Thanks to the Australian High Court’s present craze for judicial activism. Professor Reynolds’ calls for mass murder can no longer be laughed away. In the 1992 Mabo v. Queensland case, a majority of High Court judges ruled that the concept of terra nullius—which had underpinned European settlement in Australia from 1788 onwards—was invalid. (Had the judges been half as interested in history as in appeasing Aboriginal extremists, they would have emphasized that terra nullius meant not “unpopulated land” but “unowned land.” Since the Aboriginal tribes were nomadic—this trait itself explaining much of their Rousseauist appeal to urban white degenerates—it is hard to see how they could ever have harbored Western ideas of land ownership.) Disregard the pettifogging jargon in which the Mabo ruling is predictably couched, and the message—as several High Court judges have admitted—becomes clear. Inalienable native title, on the lines of (dare one say it) Verwoerd’s “tribal homelands,” is what the High Court wants Australia to have. The mere fact that Aborigines already and exclusively control almost half the Northern Territory and substantial areas of the states—around 14 percent of Australia’s total area—is apparently irrelevant. We must hand over all Australia, if need be, to Aboriginal rule. Hence the widespread cruel joke, “What does Mabo stand for? Making Aborigines Billionaires Overnight.”

So what if mining, which now generates over 40 percent of Australia’s export income, is the one industry that even now might yet save us from sempiternal Third World status? So what if various Aboriginal groups, fearful of the dole-queue, want mining to go ahead in their locality? So what if a concerted federal policy to stop Aborigines from drinking themselves to death would be (as the Northern Territory’s government has been saying for years) a better service to Aboriginal Australia than any liberal cant? To these inquiries the answer of the High Court—not to mention Mr. Keating, the Labor Party, the churches, the universities, the teacher unions, and the press gallery—is changeless; you are living on borrowed time and stolen property; the latter is de facto, and might well soon be de jure, up for grabs; whenever you aim to offer us any effective resistance, we shall simply invoke international law against you; and if the resultant despoliation of what was once among the West’s most peaceful societies makes you want to shut your eyes and think of Somalia, that just demonstrates what a loathsome fascist you are.

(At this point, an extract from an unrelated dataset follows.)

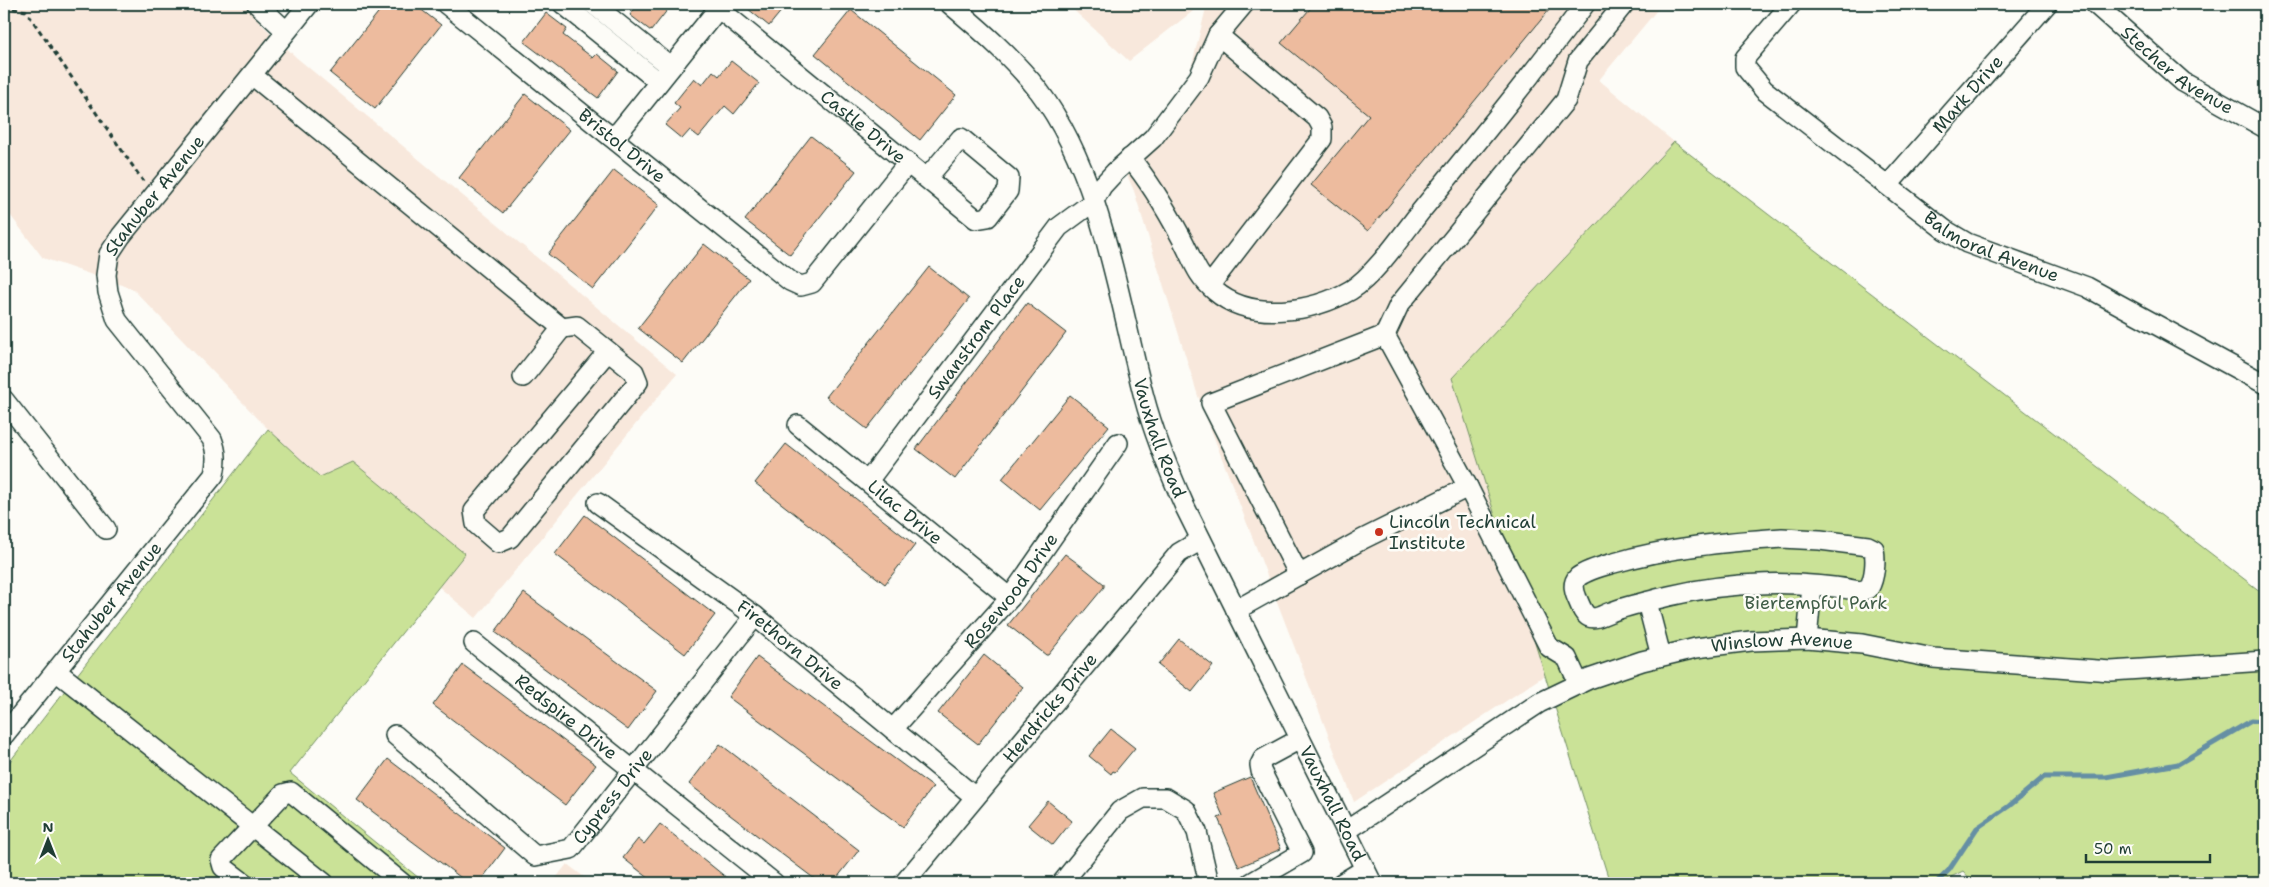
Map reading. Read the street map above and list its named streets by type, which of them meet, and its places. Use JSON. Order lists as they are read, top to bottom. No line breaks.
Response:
{"streets":{"street":["Stecher Avenue","Mark Drive","Castle Drive","Bristol Drive","Stahuber Avenue","Balmoral Avenue","Swanstrom Place","Vauxhall Road","Lilac Drive","Rosewood Drive","Winslow Avenue","Firethorn Drive","Hendricks Drive","Redspire Drive","Cypress Drive"]},"crossings":[["Mark Drive","Balmoral Avenue"],["Castle Drive","Bristol Drive"],["Swanstrom Place","Vauxhall Road"],["Swanstrom Place","Lilac Drive"],["Vauxhall Road","Winslow Avenue"],["Vauxhall Road","Hendricks Drive"],["Lilac Drive","Rosewood Drive"],["Rosewood Drive","Firethorn Drive"],["Firethorn Drive","Hendricks Drive"],["Firethorn Drive","Cypress Drive"],["Redspire Drive","Cypress Drive"]],"parks":["Biertempful Park"],"places":["Lincoln Technical Institute"],"scale_bar":"50 m","north":"top"}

Never mind. To distract us from these and other disagreeable musings, we at least can now claim our indigenous variety of bread and circuses. Why not attend the Sydney 2000 Olympics, where the circuses will be inescapable, and where most of the bread will go toward making Australia’s largest metropolis the best thing to happen to druggies since Woodstock? Honestly, with all those degenerates chasing one another, you’ll feel right at home.